*** DATA RECORDS ***
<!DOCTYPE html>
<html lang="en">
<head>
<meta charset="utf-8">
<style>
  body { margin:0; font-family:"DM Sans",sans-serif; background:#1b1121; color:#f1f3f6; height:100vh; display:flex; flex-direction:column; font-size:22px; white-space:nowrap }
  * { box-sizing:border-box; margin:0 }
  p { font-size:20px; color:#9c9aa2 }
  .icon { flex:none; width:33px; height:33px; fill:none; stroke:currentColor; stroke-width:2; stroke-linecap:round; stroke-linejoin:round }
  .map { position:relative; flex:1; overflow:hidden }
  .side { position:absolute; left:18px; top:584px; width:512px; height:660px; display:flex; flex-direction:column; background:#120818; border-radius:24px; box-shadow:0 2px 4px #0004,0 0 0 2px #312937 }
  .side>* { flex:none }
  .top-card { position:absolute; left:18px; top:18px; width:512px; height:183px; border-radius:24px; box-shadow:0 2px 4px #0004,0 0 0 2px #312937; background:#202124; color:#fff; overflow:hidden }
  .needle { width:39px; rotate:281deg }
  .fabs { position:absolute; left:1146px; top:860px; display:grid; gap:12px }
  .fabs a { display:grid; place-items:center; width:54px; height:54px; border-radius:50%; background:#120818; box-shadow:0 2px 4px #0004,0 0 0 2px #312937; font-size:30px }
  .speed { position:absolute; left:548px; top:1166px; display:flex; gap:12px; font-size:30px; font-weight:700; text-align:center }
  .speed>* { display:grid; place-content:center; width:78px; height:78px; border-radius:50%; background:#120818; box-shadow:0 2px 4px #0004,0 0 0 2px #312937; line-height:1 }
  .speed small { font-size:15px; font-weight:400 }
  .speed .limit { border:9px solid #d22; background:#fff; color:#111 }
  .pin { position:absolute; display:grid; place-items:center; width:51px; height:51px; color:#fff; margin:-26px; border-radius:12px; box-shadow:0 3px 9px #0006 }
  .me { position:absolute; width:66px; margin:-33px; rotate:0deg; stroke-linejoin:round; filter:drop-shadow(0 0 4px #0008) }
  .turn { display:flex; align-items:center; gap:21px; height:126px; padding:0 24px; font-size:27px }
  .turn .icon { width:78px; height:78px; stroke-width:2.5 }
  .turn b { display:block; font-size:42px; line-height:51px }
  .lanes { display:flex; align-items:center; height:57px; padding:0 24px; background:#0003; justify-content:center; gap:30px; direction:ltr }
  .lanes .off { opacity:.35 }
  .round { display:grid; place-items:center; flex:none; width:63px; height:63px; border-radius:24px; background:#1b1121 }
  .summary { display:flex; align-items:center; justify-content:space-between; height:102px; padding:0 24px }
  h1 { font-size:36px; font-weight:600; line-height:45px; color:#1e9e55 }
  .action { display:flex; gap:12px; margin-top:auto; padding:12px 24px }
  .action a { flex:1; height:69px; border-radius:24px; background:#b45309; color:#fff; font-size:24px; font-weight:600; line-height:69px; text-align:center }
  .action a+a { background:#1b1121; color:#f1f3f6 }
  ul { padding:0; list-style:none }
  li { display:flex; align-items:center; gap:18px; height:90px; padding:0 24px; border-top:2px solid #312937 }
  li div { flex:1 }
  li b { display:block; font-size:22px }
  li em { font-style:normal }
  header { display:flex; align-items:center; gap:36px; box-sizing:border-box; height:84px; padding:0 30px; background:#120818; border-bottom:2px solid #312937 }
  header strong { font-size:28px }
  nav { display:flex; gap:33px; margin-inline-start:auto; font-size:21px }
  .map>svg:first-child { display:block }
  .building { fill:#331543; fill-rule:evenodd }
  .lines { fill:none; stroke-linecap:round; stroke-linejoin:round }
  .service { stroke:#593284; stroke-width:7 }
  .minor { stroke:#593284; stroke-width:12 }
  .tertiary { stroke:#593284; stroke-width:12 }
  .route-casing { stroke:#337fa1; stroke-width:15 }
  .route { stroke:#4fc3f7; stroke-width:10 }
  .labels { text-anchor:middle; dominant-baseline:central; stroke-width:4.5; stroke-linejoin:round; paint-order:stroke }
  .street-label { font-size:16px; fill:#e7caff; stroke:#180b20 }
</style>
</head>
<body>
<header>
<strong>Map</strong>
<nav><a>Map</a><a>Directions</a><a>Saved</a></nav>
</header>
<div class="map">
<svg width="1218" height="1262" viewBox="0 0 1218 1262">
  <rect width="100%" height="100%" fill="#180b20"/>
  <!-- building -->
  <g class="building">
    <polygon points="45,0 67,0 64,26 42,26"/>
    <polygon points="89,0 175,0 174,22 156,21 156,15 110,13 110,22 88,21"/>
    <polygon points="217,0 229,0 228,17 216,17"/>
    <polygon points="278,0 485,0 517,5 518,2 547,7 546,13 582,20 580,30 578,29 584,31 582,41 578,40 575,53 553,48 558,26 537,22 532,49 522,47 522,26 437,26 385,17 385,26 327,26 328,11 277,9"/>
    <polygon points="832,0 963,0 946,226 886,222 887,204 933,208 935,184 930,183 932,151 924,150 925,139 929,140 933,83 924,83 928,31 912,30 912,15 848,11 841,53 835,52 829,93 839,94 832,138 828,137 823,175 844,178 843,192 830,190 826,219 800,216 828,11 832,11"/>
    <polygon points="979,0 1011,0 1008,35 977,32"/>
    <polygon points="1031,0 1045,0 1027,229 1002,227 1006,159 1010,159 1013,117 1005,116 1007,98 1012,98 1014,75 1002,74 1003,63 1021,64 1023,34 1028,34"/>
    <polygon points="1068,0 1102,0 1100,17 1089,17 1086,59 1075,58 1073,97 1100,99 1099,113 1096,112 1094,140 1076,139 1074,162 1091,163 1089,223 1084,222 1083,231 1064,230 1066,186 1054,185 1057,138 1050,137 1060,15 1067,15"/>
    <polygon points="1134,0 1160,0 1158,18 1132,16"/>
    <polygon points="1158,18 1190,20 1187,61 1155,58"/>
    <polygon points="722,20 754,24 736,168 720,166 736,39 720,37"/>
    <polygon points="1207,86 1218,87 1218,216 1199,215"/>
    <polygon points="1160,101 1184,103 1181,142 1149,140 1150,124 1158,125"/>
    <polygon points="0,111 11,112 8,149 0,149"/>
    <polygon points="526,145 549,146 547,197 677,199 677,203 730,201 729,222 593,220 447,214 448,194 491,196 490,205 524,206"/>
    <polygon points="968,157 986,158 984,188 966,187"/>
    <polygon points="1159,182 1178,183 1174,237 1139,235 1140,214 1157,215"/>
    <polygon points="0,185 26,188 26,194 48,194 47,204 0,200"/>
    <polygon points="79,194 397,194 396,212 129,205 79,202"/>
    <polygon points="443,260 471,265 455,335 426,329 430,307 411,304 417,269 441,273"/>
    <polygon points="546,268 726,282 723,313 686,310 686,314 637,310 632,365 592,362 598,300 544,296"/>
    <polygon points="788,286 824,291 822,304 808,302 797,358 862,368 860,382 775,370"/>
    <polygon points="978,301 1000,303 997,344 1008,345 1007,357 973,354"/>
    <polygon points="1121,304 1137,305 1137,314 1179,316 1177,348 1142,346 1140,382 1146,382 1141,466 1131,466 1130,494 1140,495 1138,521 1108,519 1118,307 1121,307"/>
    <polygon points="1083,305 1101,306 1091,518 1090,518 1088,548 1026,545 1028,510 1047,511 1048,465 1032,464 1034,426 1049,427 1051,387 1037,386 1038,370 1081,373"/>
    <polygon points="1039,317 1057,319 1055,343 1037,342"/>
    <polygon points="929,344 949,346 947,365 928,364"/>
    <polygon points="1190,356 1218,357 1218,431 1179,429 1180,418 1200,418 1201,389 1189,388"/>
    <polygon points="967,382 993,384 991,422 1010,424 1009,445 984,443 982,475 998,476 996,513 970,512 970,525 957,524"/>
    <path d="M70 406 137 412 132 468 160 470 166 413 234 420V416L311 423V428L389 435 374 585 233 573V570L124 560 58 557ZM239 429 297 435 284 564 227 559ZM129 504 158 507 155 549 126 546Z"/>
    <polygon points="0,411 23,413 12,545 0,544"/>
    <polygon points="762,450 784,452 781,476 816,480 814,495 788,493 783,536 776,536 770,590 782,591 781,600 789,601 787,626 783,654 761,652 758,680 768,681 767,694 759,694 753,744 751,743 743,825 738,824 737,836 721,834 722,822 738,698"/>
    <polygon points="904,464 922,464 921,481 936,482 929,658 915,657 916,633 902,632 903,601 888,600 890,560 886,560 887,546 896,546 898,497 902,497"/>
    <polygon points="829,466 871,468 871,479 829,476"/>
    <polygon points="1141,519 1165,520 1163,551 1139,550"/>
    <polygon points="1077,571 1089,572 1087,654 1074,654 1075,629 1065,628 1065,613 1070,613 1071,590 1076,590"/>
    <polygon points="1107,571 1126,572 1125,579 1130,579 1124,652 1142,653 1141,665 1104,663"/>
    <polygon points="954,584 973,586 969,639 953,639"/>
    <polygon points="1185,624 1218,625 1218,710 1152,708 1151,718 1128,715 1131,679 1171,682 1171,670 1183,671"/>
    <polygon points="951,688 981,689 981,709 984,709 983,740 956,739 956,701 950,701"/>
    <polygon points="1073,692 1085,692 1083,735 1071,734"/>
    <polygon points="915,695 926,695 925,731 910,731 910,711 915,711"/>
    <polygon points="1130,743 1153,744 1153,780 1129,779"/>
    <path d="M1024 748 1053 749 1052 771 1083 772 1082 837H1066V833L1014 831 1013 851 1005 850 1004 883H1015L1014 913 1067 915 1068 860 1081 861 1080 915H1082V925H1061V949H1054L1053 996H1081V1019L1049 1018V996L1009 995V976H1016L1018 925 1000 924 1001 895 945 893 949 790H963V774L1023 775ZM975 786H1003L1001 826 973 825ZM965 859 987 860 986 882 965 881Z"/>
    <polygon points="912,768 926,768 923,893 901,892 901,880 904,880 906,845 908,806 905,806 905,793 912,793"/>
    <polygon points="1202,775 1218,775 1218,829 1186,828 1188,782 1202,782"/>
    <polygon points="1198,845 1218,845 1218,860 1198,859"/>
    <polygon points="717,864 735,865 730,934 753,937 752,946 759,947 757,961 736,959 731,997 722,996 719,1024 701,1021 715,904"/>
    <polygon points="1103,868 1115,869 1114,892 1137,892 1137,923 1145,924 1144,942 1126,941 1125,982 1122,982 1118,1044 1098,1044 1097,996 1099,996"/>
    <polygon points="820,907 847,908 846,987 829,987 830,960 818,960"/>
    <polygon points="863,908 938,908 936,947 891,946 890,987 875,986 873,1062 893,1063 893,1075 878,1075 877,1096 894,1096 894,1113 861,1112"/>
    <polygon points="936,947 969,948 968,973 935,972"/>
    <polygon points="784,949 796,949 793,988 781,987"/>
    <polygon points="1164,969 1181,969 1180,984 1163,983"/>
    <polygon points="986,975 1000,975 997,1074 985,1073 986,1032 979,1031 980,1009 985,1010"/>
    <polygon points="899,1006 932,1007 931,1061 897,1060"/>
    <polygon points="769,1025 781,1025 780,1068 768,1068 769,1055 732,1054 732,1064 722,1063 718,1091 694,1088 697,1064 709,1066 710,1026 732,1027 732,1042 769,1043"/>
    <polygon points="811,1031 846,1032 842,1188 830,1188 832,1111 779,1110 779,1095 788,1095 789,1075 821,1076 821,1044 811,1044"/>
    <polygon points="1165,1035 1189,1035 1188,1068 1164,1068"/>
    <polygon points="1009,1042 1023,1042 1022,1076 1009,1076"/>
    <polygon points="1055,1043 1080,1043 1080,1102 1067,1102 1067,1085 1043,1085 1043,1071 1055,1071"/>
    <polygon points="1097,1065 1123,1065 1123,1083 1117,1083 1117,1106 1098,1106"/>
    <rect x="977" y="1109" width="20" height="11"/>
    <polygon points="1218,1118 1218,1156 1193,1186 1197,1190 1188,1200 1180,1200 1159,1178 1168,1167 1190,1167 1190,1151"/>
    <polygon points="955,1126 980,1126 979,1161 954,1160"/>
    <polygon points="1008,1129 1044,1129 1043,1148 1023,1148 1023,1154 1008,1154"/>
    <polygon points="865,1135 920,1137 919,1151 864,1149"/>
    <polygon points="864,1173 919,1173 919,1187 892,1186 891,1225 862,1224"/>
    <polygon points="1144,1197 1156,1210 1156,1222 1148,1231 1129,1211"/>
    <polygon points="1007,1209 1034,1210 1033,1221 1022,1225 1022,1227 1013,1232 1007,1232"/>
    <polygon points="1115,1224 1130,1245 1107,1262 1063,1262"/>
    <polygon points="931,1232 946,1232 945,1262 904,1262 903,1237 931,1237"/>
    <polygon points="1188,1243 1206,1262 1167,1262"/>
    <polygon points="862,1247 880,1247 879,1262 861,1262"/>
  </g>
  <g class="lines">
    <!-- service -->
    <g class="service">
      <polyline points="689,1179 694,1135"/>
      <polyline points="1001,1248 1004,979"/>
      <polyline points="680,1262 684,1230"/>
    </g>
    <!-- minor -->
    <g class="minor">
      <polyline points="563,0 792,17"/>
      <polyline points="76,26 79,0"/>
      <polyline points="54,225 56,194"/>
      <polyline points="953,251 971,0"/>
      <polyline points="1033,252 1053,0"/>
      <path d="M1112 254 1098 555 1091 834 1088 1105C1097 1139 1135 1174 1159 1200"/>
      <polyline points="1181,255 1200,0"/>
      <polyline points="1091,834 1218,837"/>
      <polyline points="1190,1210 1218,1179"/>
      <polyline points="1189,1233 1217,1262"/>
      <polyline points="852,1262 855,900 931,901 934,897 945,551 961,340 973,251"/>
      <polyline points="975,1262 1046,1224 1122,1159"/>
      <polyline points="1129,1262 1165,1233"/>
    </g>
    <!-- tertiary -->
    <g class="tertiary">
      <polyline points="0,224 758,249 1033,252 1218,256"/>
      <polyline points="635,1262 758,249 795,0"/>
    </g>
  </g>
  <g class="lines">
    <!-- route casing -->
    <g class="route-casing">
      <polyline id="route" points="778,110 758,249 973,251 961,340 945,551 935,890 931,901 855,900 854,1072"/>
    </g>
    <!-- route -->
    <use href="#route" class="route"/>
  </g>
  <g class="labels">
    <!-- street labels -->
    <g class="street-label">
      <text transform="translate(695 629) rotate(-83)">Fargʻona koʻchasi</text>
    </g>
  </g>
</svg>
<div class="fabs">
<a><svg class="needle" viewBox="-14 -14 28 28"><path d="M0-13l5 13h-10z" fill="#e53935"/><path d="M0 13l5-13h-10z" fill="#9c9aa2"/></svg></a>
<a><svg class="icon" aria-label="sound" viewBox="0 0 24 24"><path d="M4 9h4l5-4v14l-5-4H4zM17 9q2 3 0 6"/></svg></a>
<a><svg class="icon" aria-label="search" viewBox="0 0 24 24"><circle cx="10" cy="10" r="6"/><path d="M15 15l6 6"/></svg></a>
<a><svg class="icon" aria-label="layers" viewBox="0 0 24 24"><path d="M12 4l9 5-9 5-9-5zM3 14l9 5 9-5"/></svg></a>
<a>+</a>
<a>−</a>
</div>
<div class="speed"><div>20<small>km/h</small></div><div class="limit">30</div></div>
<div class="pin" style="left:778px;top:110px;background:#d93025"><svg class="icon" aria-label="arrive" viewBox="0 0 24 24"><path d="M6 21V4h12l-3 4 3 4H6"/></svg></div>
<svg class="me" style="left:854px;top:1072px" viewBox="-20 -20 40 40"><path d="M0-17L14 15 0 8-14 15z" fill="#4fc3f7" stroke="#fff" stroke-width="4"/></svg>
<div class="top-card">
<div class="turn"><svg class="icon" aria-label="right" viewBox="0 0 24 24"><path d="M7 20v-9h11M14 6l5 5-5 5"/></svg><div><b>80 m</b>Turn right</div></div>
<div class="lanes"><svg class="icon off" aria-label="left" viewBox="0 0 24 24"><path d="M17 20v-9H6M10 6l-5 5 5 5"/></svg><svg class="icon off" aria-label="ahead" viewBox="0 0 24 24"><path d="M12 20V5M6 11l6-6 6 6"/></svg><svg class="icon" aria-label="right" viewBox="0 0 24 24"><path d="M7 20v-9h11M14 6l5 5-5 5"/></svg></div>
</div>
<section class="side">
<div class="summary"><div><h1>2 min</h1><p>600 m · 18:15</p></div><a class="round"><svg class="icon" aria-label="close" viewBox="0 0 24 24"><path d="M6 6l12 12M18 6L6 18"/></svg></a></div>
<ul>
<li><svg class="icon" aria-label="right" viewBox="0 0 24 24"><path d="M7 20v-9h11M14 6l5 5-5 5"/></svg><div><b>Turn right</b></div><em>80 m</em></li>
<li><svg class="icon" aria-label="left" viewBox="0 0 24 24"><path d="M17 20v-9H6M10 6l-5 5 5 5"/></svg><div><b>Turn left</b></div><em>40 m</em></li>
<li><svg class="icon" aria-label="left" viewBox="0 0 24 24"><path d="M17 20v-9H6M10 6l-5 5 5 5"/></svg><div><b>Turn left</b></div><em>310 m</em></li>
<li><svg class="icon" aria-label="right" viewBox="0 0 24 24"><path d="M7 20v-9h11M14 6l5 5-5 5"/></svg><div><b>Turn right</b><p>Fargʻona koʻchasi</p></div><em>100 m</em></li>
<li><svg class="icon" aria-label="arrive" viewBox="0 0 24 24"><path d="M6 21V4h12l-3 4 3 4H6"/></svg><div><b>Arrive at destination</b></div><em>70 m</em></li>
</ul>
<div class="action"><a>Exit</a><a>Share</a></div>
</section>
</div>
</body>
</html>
*** End of DATA RECORDS ***
▶ **WHAT YOU ARE ASKED TO DO**:
In exact wording, restate the lines of the data above from the first through the one holding "position:relative; flex:1; overflow:hidden", and stop after that line.

▶ **ANSWER BOX**:
<!DOCTYPE html>
<html lang="en">
<head>
<meta charset="utf-8">
<style>
  body { margin:0; font-family:"DM Sans",sans-serif; background:#1b1121; color:#f1f3f6; height:100vh; display:flex; flex-direction:column; font-size:22px; white-space:nowrap }
  * { box-sizing:border-box; margin:0 }
  p { font-size:20px; color:#9c9aa2 }
  .icon { flex:none; width:33px; height:33px; fill:none; stroke:currentColor; stroke-width:2; stroke-linecap:round; stroke-linejoin:round }
  .map { position:relative; flex:1; overflow:hidden }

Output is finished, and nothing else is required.